Но, становясь внешней силой, оно перестает быть высшим началом и теряет
право
господства над человеческой личностью (как обладающей силою внутреннею), фактическое же господство является как только насилие и подавление,
вызывающее необходимый и справедливый протест личности, в чем и заключается существенное значение и оправдание
протестантства.
Начиная с протестантства западная цивилизация представляет постепенное освобождение человеческой личности, человеческого
я
от той исторической, на предании основанной связи, которая соединяла, но вместе с тем порабощала людей во время средневекового периода.
…
Этому искушению религиозного властолюбия подпала часть Церкви, предводимая римскою иерархиею, и увлекла за собою большинство западного человечества в первый великий период его исторической жизни — средние века. Существенная ложность этого пути заключается в том скрытом неверии, которое лежит в его корне. В самом деле, при действительной вере в истину Христову предполагается, что она сильнее царствующего в мире зла и может сама собственной своей духовной нравственной силой покорить зло, т.е. привести его к добру;
предполагать же, что истина Христова, т.е. истина вечной любви и безусловной благости, для своего осуществления нуждается в чуждых и даже прямо противных ей средствах насилия и обмана, значит признавать эту истину бессильной, значит признавать, что зло сильнее добра, значит не верить в добро, не верить в Бога. И это неверие, сначала незаметным зародышем скрывавшееся в католичестве, впоследствии явно обнаруживается. Так, в иезуитстве — этом крайнем и чистейшем выражении римско-католического принципа — движущим началом становится уже прямо властолюбие, а не христианская ревность;
народы покоряются не Христу, а церковной власти, от них уже не требуется действительного исповедания христианской веры, — достаточно признания папы и подчинения церковным властям.[*]

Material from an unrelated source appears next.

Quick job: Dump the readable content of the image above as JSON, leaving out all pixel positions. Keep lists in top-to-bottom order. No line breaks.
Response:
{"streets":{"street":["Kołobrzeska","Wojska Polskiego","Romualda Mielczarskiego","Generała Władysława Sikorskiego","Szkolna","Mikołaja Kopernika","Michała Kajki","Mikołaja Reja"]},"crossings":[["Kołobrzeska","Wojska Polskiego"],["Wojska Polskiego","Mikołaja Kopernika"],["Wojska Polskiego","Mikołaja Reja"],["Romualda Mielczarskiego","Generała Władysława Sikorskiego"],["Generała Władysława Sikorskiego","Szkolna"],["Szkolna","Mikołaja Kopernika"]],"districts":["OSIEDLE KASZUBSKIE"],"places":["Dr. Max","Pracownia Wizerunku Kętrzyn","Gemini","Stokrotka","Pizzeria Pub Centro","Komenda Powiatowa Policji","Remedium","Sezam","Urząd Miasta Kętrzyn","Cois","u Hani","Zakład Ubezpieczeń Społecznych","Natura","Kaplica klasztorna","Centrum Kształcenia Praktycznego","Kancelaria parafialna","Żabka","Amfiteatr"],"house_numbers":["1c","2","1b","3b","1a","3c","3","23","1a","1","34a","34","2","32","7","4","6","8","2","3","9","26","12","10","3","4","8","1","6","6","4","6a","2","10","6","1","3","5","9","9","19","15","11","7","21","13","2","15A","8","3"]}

Здесь христианская вера оказывается случайной формой, а суть и цель полагается во владычестве иерархии;
но это уже есть прямо самообличение и самоуничтожение ложного принципа, ибо здесь теряется всякое основание той самой власти, ради которой действуют.
[*]
Несколько лет тому назад в Париже мне пришлось слышать от одного французского иезуита следующее рассуждение: Конечно, в настоящее время никто не может верить в большую часть христианских догматов, например, в Божество Христа. Но вы согласитесь, что цивилизованное человеческое общество не может существовать без твердого авторитета и прочно организованной иерархии, но таким авторитетом и такою иерархиею обладает только католическая церковь, поэтому всякий просвещенный человек, дорожащий интересами человечества, должен стоять на стороне католической церкви, т.е. должен быть католиком.
Ложность католического пути рано сознавалась на Западе, и наконец это сознание нашло себе полное выражение в протестантстве. Протестантство восстает против католического спасения как внешнего факта и требует личного религиозного отношения человека к Богу, личной веры без всякого церковного традиционного посредства.
…
Эта самоуверенность и самоутверждение человеческого разума в жизни и знании есть явление ненормальное, это есть гордость ума, и западное человечество в протестантстве и вышедшем из него рационализме подпало
второму искушению.
Но ложность этого пути скоро обнаружилась, обнаружилась в резком противоречии между чрезмерными притязаниями разума и его действительным бессилием.
В практической области разум оказался бессильным против страстей и интересов, и возвещенное французской революцией царство разума окончилось диким хаосом безумия и насилия;
в области теоретической разум оказался бессильным против эмпирического факта, и притязание создать универсальную науку на началах чистого разума разрешилось построением системы пустых отвлеченных понятий.